Segment Start: Materials provided
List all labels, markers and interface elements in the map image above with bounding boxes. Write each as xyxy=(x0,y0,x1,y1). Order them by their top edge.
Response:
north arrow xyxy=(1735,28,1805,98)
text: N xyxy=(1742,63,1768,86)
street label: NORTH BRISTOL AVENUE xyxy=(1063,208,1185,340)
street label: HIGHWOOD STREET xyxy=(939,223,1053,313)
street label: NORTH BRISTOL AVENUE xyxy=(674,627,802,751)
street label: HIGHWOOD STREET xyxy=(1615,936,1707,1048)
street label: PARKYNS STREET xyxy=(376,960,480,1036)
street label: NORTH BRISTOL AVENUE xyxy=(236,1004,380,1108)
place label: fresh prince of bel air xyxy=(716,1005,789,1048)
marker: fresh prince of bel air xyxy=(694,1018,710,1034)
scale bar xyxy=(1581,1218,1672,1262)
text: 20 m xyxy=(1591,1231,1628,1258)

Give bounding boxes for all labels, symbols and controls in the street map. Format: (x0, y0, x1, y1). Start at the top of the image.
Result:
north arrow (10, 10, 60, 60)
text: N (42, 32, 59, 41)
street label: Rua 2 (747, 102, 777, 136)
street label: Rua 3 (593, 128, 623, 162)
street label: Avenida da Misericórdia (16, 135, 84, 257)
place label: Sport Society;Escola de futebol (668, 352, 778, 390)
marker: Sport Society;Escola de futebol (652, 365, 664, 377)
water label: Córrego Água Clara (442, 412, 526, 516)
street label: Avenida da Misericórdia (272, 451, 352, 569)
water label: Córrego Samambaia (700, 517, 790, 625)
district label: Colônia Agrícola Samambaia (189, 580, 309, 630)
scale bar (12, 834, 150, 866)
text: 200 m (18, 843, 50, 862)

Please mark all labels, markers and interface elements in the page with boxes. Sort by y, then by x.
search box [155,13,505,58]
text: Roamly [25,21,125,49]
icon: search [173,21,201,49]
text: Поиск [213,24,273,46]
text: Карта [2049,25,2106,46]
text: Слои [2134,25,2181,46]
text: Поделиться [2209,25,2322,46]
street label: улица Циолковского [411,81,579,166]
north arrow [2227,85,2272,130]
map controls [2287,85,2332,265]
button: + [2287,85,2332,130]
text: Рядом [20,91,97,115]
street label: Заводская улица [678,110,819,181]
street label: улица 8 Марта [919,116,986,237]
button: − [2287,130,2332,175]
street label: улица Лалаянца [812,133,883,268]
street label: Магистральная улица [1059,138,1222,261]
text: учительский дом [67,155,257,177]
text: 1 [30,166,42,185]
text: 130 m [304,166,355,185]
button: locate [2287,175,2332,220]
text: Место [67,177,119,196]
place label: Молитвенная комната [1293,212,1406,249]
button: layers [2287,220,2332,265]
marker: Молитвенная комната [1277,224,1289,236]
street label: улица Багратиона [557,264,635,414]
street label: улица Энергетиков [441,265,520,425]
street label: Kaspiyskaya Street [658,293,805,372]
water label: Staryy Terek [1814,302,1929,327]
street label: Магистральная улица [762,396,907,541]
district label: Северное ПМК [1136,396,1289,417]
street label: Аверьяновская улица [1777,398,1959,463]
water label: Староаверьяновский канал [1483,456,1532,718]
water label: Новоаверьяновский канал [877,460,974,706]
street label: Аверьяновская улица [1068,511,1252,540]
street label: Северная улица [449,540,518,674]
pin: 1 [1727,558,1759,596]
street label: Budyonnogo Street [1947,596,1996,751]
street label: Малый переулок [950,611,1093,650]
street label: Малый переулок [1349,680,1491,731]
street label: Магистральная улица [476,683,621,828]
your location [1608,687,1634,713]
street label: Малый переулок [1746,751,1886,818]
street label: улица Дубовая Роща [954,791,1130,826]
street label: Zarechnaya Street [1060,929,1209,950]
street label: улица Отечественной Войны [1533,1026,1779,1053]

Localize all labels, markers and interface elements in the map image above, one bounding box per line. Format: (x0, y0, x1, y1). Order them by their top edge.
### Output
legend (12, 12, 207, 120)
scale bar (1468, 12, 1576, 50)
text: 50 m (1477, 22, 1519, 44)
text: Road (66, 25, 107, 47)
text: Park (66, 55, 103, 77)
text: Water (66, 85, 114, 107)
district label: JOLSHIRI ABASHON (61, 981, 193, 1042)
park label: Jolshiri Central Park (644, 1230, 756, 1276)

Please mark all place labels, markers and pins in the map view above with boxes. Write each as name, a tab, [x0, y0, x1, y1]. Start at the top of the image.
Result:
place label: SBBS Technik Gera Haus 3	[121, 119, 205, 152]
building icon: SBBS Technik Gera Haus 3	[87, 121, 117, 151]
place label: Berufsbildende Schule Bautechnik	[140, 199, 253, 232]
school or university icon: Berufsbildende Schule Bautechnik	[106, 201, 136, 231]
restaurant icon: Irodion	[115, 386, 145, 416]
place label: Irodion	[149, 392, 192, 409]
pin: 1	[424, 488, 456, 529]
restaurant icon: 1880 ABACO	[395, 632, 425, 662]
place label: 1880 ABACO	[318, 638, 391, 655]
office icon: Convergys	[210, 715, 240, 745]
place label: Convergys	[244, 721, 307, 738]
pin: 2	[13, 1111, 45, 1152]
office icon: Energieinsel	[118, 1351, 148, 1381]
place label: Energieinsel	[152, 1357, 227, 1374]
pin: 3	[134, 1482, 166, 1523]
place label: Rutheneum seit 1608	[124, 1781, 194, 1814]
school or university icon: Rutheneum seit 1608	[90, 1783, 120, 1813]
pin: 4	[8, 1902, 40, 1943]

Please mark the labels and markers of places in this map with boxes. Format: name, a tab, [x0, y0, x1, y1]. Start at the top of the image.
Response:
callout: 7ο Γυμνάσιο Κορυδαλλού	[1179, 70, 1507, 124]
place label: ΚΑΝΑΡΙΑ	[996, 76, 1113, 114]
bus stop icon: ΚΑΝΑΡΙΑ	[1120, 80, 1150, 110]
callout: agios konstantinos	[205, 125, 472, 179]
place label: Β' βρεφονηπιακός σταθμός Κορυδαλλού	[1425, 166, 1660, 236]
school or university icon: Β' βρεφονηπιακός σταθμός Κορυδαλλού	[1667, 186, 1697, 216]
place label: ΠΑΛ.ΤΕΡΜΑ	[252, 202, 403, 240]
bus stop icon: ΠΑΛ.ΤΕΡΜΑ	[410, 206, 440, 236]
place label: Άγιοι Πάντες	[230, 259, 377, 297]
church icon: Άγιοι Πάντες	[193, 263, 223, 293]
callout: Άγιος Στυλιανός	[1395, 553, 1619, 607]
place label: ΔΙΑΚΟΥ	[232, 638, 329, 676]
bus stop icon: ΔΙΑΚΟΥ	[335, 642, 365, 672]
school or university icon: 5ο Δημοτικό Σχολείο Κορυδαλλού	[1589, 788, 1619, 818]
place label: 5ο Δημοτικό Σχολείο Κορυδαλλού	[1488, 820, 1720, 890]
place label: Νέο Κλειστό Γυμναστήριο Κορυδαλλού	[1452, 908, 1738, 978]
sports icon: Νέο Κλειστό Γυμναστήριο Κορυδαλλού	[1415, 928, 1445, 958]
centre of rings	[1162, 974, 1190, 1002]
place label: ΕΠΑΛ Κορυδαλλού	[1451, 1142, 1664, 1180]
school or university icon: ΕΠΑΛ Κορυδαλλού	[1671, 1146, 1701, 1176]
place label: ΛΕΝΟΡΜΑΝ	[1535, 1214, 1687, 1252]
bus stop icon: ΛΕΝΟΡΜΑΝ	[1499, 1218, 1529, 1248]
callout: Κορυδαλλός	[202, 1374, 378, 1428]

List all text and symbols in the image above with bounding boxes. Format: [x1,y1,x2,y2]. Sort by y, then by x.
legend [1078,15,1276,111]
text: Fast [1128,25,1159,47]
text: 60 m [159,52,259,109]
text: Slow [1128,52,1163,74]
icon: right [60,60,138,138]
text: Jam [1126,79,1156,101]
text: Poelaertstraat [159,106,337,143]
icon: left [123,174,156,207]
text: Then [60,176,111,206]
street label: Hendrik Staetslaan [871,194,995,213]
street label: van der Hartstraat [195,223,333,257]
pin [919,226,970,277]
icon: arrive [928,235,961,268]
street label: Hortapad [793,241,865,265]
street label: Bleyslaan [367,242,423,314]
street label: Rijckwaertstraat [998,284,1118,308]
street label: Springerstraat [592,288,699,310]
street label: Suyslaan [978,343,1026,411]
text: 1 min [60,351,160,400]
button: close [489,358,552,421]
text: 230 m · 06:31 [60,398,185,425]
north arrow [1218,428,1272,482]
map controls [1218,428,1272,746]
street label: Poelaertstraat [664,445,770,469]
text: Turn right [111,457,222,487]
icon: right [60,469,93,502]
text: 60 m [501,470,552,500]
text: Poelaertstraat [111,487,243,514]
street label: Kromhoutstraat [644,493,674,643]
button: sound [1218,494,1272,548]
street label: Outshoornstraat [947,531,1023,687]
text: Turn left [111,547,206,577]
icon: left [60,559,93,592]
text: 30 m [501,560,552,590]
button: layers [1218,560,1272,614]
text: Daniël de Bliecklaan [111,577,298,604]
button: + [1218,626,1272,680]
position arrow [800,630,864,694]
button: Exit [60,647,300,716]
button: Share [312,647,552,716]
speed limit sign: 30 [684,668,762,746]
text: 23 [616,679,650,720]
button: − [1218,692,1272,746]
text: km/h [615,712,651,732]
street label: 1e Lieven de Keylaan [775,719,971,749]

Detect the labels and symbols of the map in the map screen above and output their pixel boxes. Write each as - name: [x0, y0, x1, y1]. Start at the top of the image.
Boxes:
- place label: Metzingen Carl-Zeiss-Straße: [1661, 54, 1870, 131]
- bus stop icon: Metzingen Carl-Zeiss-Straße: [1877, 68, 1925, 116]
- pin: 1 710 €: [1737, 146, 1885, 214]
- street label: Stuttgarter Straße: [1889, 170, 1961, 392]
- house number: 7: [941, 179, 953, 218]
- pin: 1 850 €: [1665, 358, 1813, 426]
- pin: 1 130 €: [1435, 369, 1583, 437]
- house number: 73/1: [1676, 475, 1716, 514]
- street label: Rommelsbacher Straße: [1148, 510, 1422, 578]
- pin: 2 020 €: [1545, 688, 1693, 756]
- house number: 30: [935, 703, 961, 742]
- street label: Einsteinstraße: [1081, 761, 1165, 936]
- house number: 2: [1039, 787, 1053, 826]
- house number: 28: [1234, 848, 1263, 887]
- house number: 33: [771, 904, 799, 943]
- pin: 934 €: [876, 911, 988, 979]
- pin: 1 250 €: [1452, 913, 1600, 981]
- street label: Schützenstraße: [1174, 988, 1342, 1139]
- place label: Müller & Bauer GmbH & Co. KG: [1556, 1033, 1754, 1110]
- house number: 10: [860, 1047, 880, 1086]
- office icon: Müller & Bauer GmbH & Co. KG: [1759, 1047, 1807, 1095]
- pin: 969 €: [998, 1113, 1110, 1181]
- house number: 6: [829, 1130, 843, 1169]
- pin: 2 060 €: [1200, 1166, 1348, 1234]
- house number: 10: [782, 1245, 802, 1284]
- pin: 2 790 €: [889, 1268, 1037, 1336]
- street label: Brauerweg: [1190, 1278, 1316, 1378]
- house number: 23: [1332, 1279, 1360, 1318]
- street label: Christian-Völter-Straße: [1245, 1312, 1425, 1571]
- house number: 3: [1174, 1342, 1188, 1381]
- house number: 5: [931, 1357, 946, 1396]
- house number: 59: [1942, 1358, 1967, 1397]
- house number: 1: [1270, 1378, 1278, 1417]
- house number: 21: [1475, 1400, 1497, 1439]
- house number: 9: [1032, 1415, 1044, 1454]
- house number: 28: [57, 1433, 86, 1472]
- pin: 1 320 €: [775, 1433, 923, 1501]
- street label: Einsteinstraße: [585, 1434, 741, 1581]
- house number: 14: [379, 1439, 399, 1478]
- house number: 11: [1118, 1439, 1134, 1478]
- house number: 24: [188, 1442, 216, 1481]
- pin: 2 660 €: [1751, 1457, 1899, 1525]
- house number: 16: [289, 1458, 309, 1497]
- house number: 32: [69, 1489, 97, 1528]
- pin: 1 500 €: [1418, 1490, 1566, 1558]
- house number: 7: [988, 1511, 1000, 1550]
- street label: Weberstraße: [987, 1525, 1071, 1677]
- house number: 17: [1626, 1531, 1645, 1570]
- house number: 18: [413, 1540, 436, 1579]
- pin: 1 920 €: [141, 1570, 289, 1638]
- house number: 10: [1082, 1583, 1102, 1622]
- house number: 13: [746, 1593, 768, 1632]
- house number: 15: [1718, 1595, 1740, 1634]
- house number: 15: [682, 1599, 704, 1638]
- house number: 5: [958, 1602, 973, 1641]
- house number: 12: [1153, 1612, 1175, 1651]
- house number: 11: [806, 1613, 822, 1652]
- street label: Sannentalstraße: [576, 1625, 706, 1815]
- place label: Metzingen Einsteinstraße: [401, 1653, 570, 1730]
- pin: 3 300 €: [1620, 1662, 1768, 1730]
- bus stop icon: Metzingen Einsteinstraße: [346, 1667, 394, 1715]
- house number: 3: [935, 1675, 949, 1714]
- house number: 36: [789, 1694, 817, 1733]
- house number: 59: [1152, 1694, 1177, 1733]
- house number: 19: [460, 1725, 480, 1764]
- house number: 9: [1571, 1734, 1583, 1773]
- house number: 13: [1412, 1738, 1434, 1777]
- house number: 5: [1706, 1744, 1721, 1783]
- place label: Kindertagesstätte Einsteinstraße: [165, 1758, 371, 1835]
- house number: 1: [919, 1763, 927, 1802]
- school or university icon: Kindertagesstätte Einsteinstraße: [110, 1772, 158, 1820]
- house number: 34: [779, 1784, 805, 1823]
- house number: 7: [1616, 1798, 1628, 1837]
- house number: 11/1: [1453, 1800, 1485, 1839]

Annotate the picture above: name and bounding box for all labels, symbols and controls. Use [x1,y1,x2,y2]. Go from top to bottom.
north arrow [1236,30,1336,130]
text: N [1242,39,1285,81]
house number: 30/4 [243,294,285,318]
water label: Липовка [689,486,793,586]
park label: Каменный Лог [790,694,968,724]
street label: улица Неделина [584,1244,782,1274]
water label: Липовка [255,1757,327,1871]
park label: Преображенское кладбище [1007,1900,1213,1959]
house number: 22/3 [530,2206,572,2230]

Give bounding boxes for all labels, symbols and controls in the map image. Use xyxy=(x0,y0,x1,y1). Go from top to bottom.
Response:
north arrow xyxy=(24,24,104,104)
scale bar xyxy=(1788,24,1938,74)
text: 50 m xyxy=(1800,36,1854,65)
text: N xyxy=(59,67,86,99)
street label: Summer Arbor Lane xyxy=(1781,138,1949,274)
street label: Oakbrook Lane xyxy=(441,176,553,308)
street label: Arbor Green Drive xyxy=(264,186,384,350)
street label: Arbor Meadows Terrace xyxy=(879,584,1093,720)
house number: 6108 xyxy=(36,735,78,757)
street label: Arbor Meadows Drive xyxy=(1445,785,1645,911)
Segment End: Materials provided
> Activity: Filter the listing for the word "Energieinsel" and copy each line that has it.

> Response for this exercise:
office icon: Energieinsel	[118, 1351, 148, 1381]
place label: Energieinsel	[152, 1357, 227, 1374]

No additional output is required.